How Best Arm Identification Mode Selects Good Solutions Reliably

One traditional goal for optimization in uncertain domains, like designing web interfaces to maximize conversion rate, is to identify a single best design that can then be deployed for long-term use. It is therefore critical that this design is chosen correctly (so it performs well in the future), and that its performance is estimated reliably (so its performance is not disappointing). Based on the new asynchronous multi-armed bandit (MAB) algorithm presented in Paper 2, a Best Arm Identification (BAI) Mode was developed to increase the reliability and quality of the optimization result. In BAI Mode, an elite pool is maintained by collecting good candidates over the optimization process. At the end of optimization, an additional BAI phase is conducted by running a pure-exploration MAB algorithm on the elite pool. Candidates in the elite pool will be eliminated one after one until only one candidate survives. A final winner will be returned after BAI phase with better guarantee of reliability and quality. The demo below demonstrates the effectiveness of BAI Mode.
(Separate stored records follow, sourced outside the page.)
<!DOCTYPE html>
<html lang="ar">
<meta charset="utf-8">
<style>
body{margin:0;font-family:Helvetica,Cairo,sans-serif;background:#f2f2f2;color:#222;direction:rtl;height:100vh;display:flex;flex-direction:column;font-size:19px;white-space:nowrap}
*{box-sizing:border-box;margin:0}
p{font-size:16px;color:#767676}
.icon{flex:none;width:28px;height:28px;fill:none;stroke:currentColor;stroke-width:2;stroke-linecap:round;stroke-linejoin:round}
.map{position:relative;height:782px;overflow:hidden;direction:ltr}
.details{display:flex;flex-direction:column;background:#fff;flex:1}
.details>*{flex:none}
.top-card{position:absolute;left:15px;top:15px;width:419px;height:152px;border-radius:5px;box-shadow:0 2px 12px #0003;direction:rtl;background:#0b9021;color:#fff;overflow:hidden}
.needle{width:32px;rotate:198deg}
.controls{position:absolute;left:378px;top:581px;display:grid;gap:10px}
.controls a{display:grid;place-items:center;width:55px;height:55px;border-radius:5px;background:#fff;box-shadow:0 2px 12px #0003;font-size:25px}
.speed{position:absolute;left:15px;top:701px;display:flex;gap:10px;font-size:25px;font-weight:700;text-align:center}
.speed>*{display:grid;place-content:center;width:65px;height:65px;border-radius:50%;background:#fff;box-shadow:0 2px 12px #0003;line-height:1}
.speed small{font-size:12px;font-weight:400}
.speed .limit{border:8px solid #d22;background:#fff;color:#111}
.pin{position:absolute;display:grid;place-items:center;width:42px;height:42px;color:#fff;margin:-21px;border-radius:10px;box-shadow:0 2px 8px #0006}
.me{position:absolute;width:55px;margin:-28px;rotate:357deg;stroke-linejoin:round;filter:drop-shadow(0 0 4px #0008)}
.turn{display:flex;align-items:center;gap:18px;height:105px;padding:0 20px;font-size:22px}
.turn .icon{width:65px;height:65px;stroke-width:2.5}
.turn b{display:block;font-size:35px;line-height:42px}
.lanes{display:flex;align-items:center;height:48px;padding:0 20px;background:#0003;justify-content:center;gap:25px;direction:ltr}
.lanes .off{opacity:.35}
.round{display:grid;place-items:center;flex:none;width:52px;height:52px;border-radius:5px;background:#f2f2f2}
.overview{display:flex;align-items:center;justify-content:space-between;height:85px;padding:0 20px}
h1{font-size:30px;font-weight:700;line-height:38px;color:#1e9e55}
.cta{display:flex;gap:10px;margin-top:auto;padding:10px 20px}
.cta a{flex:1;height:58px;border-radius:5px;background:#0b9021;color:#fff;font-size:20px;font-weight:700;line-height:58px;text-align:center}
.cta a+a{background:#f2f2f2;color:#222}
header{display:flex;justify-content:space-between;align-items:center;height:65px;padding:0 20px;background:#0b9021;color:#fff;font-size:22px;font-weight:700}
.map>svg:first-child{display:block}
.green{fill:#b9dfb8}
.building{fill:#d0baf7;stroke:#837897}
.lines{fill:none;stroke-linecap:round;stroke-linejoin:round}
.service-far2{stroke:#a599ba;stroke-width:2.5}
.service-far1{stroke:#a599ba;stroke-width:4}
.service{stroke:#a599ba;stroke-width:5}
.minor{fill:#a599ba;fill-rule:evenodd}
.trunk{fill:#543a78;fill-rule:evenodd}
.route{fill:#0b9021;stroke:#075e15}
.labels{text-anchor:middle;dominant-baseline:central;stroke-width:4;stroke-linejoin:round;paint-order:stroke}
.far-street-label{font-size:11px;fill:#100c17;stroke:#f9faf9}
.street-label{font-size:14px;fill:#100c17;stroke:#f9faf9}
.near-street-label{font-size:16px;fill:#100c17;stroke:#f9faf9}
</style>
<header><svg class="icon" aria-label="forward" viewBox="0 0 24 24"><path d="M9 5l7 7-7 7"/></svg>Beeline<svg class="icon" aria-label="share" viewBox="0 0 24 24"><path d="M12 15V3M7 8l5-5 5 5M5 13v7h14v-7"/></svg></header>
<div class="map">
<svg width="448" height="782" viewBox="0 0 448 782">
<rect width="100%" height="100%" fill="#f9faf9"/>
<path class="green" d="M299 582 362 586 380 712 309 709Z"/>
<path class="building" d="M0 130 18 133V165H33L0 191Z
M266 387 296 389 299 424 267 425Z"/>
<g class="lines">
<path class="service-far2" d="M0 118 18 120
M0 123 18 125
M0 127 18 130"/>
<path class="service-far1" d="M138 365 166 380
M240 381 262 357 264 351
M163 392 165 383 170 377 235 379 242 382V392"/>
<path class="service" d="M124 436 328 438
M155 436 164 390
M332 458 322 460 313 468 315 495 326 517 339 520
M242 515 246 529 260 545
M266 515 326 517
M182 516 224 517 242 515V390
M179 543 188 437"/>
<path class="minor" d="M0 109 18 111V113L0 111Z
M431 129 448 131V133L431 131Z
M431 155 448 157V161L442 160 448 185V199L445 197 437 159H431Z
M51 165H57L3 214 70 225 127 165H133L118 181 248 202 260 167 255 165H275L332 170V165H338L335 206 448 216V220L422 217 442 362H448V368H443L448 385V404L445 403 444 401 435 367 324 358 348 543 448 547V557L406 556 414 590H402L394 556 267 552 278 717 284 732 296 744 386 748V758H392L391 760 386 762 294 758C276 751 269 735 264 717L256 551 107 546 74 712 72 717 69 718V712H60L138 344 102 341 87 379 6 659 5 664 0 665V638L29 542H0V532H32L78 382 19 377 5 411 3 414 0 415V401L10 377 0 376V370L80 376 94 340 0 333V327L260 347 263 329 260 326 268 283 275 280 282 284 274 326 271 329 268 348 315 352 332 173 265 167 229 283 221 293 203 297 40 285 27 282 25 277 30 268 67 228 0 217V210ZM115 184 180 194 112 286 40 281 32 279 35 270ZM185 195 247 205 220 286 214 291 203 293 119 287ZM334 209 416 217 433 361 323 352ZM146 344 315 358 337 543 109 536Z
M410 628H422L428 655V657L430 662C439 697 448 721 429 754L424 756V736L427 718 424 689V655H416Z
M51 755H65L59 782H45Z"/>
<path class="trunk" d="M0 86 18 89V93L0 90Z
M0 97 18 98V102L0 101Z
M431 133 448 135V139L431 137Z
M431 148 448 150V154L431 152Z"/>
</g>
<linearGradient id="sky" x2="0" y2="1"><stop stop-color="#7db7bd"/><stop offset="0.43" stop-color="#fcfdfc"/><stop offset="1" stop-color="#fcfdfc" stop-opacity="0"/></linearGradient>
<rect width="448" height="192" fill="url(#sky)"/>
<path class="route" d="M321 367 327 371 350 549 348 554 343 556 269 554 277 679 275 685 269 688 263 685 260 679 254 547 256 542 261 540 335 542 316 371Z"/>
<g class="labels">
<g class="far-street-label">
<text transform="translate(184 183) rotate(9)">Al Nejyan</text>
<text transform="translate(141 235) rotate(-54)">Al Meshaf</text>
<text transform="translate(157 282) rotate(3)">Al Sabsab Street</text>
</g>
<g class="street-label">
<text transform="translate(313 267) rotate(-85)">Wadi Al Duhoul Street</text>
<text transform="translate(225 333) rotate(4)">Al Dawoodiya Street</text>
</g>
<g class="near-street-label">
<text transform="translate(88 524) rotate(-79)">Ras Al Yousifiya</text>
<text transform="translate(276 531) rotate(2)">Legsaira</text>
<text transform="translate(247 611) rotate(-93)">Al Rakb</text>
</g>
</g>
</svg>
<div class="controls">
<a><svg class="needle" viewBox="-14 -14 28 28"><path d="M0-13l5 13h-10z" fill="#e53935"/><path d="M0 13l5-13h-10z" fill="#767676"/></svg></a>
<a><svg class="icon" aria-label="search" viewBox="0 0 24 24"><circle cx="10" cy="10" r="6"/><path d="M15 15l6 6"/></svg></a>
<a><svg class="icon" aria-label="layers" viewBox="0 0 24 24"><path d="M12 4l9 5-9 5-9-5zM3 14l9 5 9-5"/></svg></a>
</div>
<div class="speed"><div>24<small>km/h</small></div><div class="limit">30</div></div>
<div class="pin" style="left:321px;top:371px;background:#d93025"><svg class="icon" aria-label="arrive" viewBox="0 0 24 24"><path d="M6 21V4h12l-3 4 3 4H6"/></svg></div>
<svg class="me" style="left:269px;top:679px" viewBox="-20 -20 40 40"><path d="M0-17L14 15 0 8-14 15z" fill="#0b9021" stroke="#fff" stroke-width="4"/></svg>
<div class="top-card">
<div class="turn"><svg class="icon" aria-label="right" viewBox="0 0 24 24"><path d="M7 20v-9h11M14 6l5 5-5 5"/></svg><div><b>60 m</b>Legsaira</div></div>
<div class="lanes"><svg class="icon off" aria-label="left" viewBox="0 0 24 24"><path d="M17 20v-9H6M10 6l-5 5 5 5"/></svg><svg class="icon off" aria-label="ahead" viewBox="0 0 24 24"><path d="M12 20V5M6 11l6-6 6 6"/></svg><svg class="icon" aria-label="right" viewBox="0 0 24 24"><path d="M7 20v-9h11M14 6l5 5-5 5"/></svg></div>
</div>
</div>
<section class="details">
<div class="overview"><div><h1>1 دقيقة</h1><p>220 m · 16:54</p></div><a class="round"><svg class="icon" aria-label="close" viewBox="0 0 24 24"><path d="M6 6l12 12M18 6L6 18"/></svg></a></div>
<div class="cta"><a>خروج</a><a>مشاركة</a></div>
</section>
This demo shows the performance difference between the BAI Mode and traditional approach (i.e. the standard EA with uniform traffic allocation) in a simulation of Ascend conversion rate optimization task. The performance is measured via best conversion rate, which is the actual conversion rate of the candidate that is estimated to be best by the algorithms. The box-and-whisker plots show the distributions of the best conversion rates over 500 independent runs for both approaches. The box extends from the 25 to 75 quartile values of the data, with a line at the median. The whiskers extend from the box to show the range of the data. Flier points are those past the end of the whiskers, indicating the outliers. The solid lines depict the movement of average. From the plot it is clear that the BAI mode outperforms the traditional approach consistently in all the aspects: worst-case, median, average and best-case performance (the theoretical optimal performance for the testing environment is 0.08494, which is found by the BAI mode only). Even if the traditional approach starts to converge after generation 6, the BAI mode still has power to improve the quality of candidates. All these results demonstrate that the BAI mode can improve the reliability of optimization substantially.